These days, video game loot boxes aren’t quite as ubiquitous as they once were, but that hasn’t stopped one young player from suing Nintendo over their inclusion in the mobile game Mario Kart Tour. The suit claims that the game’s loot boxes (known as Spotlight Pipes) are a form of trickery that encourages “addictive behaviors akin to gambling.”
As reported by Axios, these Spotlight Pipes are loot boxes with undisclosed odds, and players used to be able to spend real money to activate the pipes again and again to obtain useful upgrades. (That functionality was removed last year.) The suit’s plaintiff apparently spent more than $170 on microtransactions in Mario Kart Tour. The suit alleges that Nintendo intentionally steered players towards Spotlight Pipes in order to progress in the game, a practice known as “dark patterns” that has been made illegal in Washington and California in recent years.

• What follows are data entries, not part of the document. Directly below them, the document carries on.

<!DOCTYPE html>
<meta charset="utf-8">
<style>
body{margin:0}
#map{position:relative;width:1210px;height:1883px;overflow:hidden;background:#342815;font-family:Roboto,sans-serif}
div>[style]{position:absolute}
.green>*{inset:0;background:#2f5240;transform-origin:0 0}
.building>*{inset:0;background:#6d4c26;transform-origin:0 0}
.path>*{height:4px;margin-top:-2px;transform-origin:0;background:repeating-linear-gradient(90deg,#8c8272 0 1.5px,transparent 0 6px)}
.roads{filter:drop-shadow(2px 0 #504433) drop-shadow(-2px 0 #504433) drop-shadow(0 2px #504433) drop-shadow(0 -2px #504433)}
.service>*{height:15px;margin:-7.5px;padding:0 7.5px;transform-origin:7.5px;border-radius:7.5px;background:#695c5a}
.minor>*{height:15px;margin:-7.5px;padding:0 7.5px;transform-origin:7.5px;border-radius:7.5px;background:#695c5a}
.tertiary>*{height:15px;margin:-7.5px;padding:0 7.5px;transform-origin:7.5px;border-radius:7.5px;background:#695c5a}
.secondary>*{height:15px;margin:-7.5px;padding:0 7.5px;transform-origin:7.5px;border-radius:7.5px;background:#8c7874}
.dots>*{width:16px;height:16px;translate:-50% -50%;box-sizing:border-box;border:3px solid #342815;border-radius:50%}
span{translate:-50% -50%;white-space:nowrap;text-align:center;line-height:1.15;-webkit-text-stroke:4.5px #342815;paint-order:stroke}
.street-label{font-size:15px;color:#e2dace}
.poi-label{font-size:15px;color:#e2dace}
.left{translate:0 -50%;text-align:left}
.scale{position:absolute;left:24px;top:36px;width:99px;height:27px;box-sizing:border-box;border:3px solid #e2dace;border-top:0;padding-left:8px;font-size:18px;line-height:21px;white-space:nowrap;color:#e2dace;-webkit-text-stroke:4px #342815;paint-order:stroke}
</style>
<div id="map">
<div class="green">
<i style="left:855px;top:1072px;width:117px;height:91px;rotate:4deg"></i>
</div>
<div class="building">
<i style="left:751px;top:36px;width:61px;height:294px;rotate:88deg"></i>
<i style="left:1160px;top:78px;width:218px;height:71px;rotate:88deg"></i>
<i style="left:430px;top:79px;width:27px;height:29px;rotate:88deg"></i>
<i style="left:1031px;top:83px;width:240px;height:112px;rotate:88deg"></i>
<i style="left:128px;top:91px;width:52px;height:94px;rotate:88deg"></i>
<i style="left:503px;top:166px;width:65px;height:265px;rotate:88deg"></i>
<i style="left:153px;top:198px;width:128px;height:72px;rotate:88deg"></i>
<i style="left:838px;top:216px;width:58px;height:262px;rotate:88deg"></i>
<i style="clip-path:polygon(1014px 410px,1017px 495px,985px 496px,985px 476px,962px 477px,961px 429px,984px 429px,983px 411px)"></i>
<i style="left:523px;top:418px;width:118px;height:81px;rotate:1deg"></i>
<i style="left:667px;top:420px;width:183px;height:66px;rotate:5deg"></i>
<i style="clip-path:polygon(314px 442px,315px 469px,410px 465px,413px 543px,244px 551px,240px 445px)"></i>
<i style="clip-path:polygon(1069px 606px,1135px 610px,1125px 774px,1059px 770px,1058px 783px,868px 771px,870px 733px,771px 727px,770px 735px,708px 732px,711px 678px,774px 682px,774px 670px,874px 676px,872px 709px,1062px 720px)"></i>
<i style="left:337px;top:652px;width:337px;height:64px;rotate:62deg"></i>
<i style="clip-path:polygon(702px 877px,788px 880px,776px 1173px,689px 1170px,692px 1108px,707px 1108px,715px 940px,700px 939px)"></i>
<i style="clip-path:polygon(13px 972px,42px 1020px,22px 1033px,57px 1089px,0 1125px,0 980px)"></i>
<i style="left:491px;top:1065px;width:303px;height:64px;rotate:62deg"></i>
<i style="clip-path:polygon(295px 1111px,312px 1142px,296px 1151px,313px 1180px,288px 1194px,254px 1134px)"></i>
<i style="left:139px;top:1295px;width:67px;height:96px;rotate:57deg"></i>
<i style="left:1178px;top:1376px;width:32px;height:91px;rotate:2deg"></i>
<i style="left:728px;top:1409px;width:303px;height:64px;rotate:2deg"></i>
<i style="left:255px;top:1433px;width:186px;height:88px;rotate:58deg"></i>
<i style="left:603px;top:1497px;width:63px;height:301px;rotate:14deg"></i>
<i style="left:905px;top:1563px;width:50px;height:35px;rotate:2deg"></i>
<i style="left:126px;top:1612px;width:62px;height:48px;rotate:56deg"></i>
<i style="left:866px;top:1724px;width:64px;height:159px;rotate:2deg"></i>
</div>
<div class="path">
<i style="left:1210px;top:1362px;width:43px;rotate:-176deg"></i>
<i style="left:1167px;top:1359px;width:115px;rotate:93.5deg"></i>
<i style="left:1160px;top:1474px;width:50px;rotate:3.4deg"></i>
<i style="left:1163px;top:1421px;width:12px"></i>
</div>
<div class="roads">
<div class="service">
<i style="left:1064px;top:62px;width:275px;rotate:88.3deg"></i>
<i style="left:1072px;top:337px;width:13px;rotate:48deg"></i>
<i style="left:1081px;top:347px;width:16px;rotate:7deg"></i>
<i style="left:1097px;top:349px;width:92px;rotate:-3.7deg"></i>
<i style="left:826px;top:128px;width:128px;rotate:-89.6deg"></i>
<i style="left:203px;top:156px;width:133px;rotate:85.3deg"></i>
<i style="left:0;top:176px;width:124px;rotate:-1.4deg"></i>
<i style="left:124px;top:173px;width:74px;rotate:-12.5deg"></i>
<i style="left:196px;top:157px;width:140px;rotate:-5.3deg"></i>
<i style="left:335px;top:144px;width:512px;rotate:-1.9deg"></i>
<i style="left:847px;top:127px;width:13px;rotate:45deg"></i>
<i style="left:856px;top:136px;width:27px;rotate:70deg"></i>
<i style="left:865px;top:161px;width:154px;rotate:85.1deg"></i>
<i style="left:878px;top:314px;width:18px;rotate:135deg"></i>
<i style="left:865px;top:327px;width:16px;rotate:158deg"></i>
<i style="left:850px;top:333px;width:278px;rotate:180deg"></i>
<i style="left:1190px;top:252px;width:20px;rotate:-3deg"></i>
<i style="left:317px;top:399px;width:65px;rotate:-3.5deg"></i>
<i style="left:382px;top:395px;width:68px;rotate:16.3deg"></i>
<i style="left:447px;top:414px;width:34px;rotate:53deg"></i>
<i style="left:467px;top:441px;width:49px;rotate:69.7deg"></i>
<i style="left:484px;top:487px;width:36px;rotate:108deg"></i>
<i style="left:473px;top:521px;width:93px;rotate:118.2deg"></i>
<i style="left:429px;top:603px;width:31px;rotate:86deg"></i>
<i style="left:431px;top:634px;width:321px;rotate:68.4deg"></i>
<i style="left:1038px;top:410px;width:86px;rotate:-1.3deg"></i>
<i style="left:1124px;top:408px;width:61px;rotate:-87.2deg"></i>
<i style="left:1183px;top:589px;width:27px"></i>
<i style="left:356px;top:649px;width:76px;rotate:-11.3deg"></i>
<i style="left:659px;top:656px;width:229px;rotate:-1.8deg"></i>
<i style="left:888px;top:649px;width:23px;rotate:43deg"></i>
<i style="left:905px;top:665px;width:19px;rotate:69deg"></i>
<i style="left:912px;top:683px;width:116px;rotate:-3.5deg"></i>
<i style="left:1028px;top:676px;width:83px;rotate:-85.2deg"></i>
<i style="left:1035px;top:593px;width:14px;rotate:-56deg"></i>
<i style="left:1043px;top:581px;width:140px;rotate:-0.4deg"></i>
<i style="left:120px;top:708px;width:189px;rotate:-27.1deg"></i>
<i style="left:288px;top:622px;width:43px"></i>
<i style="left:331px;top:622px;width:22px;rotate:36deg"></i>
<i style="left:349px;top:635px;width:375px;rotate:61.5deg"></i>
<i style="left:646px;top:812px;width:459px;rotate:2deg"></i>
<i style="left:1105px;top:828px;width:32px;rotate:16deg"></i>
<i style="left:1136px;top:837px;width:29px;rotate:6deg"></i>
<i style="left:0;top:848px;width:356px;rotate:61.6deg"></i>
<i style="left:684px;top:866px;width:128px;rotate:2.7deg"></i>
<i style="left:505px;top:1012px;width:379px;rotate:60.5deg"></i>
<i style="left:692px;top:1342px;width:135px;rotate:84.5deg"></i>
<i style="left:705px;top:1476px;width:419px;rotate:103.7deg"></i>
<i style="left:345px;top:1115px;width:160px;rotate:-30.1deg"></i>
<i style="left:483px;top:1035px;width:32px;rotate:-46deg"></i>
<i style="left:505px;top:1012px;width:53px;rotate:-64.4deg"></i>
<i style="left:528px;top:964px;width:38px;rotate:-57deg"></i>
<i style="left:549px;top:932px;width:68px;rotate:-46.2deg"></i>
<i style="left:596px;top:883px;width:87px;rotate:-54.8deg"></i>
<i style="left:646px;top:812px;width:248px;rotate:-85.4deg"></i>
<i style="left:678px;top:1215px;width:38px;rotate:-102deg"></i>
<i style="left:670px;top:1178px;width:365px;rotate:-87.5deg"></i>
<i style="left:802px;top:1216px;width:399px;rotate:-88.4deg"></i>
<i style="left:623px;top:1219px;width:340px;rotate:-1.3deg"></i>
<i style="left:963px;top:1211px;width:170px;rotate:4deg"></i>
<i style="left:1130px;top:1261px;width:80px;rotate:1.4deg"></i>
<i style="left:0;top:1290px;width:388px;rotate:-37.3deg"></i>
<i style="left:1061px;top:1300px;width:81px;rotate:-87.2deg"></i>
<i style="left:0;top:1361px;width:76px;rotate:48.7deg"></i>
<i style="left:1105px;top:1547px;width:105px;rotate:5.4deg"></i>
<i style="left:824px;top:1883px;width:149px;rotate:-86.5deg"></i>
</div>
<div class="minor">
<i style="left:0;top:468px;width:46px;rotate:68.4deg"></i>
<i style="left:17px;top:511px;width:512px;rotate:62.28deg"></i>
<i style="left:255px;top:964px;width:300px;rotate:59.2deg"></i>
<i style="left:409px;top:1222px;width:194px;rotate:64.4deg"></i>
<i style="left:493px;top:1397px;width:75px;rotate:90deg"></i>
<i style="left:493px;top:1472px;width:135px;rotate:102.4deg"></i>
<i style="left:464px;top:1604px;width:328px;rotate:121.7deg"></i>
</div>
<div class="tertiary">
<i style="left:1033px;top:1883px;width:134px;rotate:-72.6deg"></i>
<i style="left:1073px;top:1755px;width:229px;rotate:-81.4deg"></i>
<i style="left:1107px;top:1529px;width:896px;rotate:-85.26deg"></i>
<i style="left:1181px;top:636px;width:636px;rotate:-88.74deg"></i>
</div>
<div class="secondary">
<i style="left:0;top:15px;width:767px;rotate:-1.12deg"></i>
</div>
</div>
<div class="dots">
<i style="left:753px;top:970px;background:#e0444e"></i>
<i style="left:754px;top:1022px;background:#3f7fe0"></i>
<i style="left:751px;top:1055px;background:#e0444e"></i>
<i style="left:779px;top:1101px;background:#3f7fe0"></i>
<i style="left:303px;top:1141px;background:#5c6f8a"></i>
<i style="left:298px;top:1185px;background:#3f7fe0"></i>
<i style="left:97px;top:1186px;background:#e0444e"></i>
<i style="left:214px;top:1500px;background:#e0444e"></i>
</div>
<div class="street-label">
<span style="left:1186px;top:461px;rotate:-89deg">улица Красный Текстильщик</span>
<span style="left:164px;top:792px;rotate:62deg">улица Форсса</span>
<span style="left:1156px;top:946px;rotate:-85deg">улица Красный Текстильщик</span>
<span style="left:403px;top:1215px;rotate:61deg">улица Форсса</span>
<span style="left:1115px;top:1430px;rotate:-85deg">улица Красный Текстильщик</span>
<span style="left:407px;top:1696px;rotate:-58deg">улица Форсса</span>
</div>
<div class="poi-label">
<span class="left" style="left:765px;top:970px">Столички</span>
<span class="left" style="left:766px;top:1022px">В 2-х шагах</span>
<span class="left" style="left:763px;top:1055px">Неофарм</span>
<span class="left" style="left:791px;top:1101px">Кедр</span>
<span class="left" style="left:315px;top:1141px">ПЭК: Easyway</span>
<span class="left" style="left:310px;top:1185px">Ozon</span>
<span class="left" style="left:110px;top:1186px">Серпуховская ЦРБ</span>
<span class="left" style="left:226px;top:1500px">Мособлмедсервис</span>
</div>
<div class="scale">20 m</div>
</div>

Nintendo replaced Spotlight Pipes with an in-game shop where players can buy the items directly last year. We’ve reached out to Nintendo for comment, and we’ll update this piece if we hear back. The Tokyo giant is far from the only company to face legal scrutiny due to loot boxes; last year, the FTC fined Epic Games more than $500 million for using “dark patterns” to encourage Fortnite players to make purchases in its online store. It’s likely that suits like these are a major part of why big games have largely replaced loot box systems with battle passes, a trend perhaps exemplified by Overwatch 2.